This coming week is catch up week, where I add things to the site that have been on my pile for too long - that is mostly traditional content which has been on this site.
Mostly this is a cleanup to prepare for a new spin off blog which will be more about my professional side, technology, web - get all that todo list down so I feel I have the energy and space to do it.

* games I watch (mostly indie at the moment)
* games reviews I earmarked in 2008 but never got around to put the link/quote in (have started adding some backdated, check the games sections)
* why i am off A list games at the moment (i.e. how great games like Oblivion, Bioshock and more just dont make me want to play more super realistic games) and a reflection as to what makes me tick in a game
* a new round of the 2 line movie reviews catchup
* a new round of the 2 line book review catchup
* great software, fiction, arts and photo sites

Of course it would be cool if some of my 30 readers would tell me if they even care about any of these anymore - have you missed it? Like the new stuff, hate the new stuff? Want the photo and art stuff to stay here or go back to the spinoff blog? Now clearly I write most of it for myself, to remember what I read, wanted etc. but now that I have 30 regular readers I start to care… how weird is that?


I really must

* finish the design of this blog, it got stuck halfway through a redesign
* catch up with all the stuff i didnt post that i should have
* clean up the content
* figure out something smart around books
* change the structure of the homepage to be more topical
* start that professional blog
* get some appropriate affiliate links in a clean and clever way (not these awful amazon carousels I just put on for fun)


What do you think?

Where I try to figure out how to create a set of tags and categories to elegantly fit in all the things I want to fit in this site, in order to stop censoring myself.

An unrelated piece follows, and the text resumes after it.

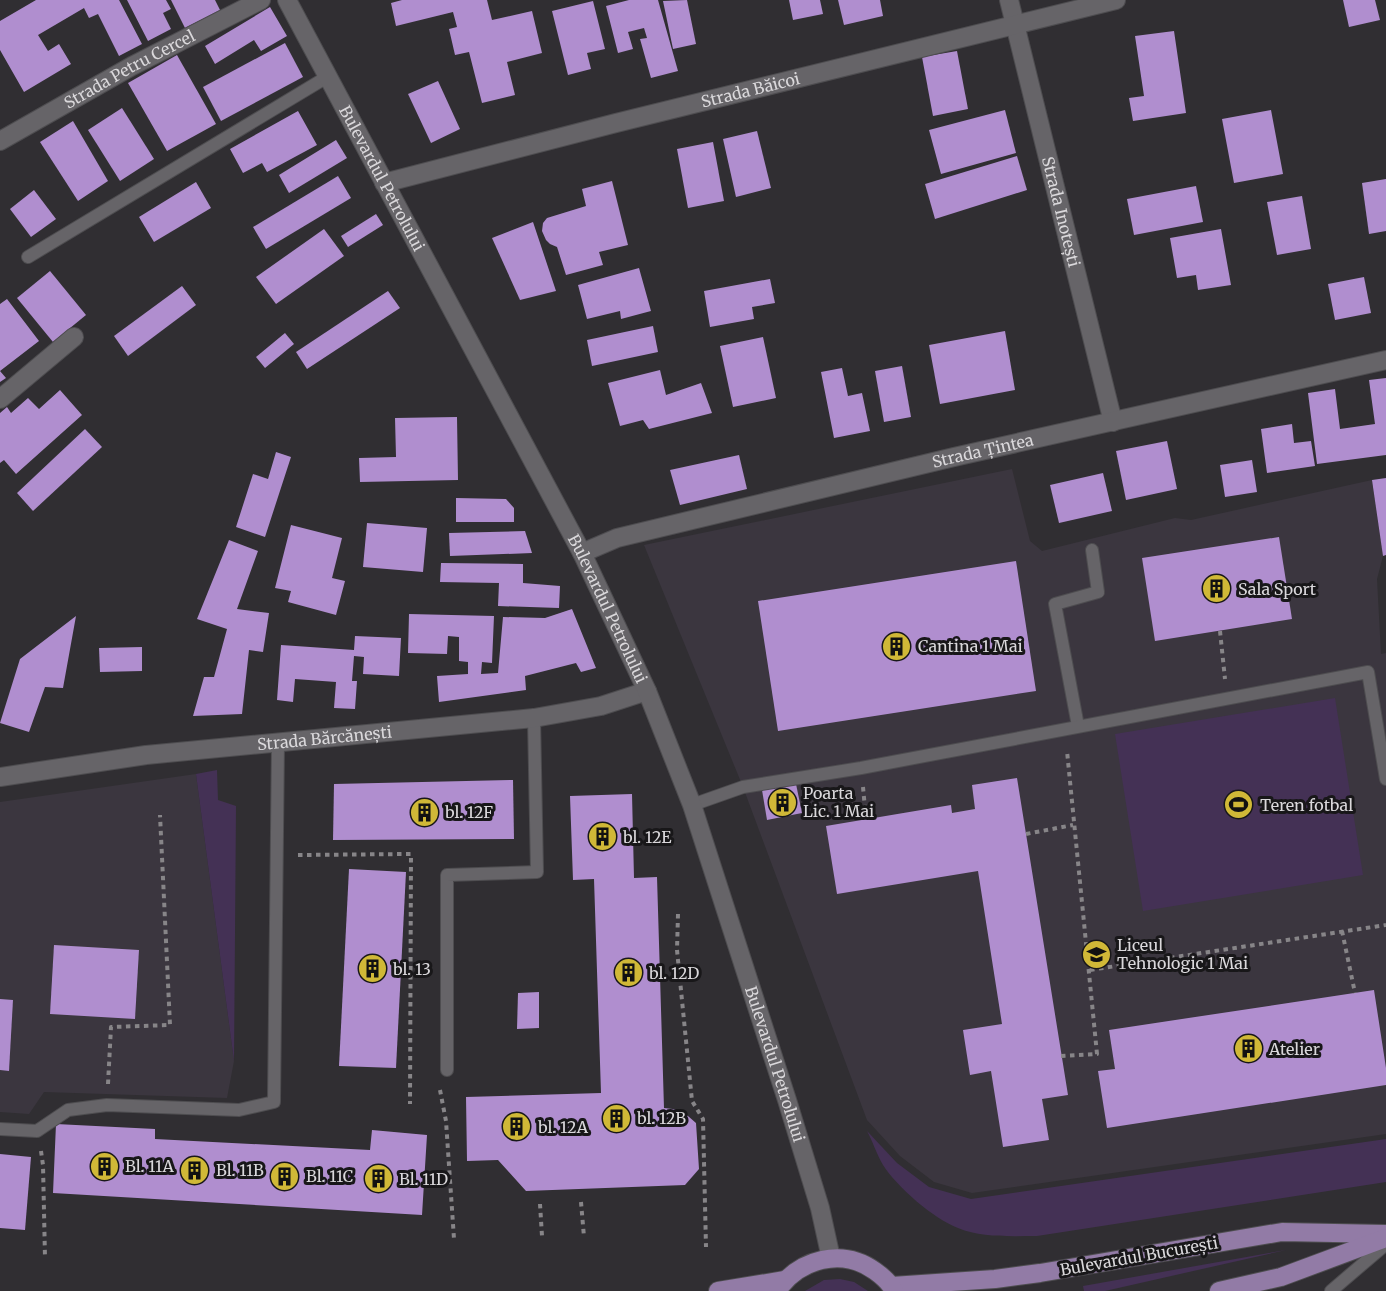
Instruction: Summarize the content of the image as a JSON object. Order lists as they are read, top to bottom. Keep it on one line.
{"streets":{"main road":["Bulevardul București"],"street":["Strada Petru Cercel","Strada Băicoi","Bulevardul Petrolului","Strada Inotești","Strada Țintea","Strada Bărcănești"]},"crossings":[["Strada Băicoi","Bulevardul Petrolului"],["Strada Băicoi","Strada Inotești"],["Bulevardul Petrolului","Strada Țintea"],["Bulevardul Petrolului","Strada Bărcănești"],["Strada Inotești","Strada Țintea"]],"places":{"building":["Sala Sport","Cantina 1 Mai","Poarta Lic. 1 Mai","bl. 12F","bl. 12E","bl. 13","bl. 12D","Atelier","bl. 12B","bl. 12A","Bl. 11A","Bl. 11B","Bl. 11C","Bl. 11D"],"sports":["Teren fotbal"],"school or university":["Liceul Tehnologic 1 Mai"]}}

This site is a mess. There’s a games watch site that stretches back to 1999 but has been neglected lately, there’s a bunch of journal type entries, but not many, although I would like to put more. There’s also one liners about film, but not many. And bits about photography and visual arts, spattered around. Plus a bunch of books read and book wishlists… it doesnt quite fit together, and it grows unwieldy - things are lot in the noise, and often cant be bothered to add stuff I would like to add, because it just doesnt fit…

What I want on the site…

I would like to put more about my thoughts and ideas and worries, what I think life and success are about, as I figure it out, my quest to keep simplicity and wonder at the core, or whatever I come up with next, in order to possibly by any chance elicit ideas and advice, you never know.

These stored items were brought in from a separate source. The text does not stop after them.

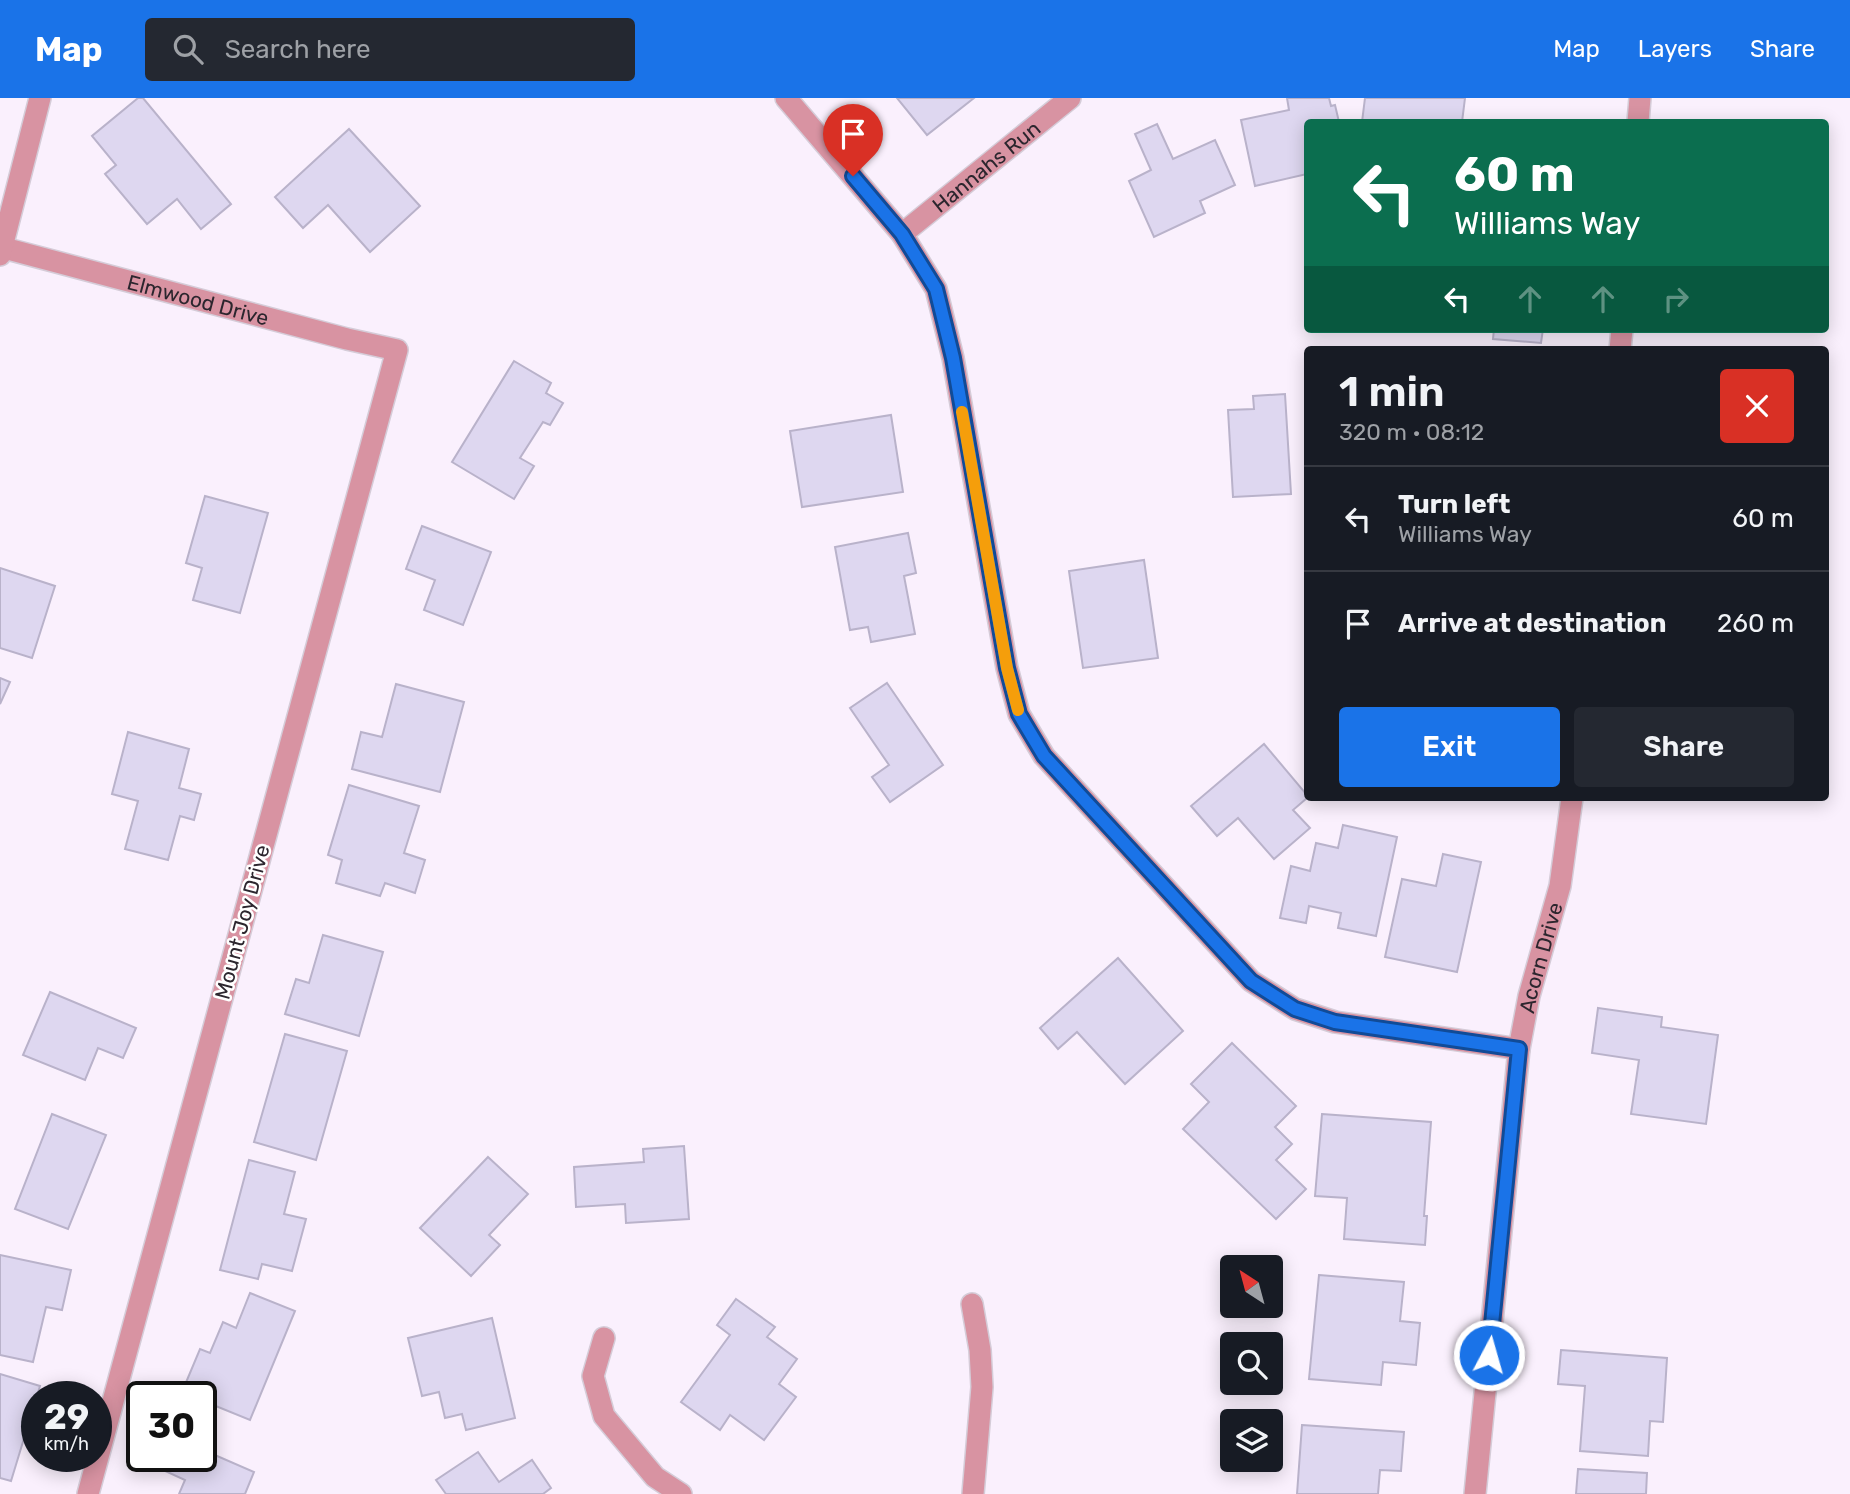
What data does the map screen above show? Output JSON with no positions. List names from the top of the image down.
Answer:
{
  "streets": {
    "street": [
      "Hannahs Run",
      "Elmwood Drive",
      "Mount Joy Drive",
      "Acorn Drive"
    ]
  },
  "crossings": [
    ["Elmwood Drive", "Mount Joy Drive"]
  ],
  "north": "top left",
  "page": {
    "header": "Map",
    "search": "Search here",
    "nav": ["Map", "Layers", "Share"],
    "turn": ["60 m", "Williams Way"],
    "heading": ["1 min", "320 m · 08:12"],
    "list": [
      {
        "name": "Turn left",
        "note": "Williams Way",
        "value": "60 m"
      },
      {
        "name": "Arrive at destination",
        "value": "260 m"
      }
    ],
    "buttons": ["Exit", "Share"],
    "speed": "29 km/h",
    "limit": "30"
  }
}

I would like to put more about books and stories, to share what I have enjoyed, what I didn’t get, and the huge pile I am considering to read or buy… again in order to possibly get in touch with people who could expand my horizons, steer me towards (or away from) works and authors. Plus share the amount of fiction available online, celebrate bookworm-ness and other literary bits.

I would like to share what I spot every day in my coming and going on the on- and offline - the traditional weblog model.

I would also like to share some more of the good stuff I have found, tested and used - from software to hotels, from websites to recipes, from DIY to recipes. Because good stuff deserves sharing, and celebrating good stuff, even mundane, only helps the mood.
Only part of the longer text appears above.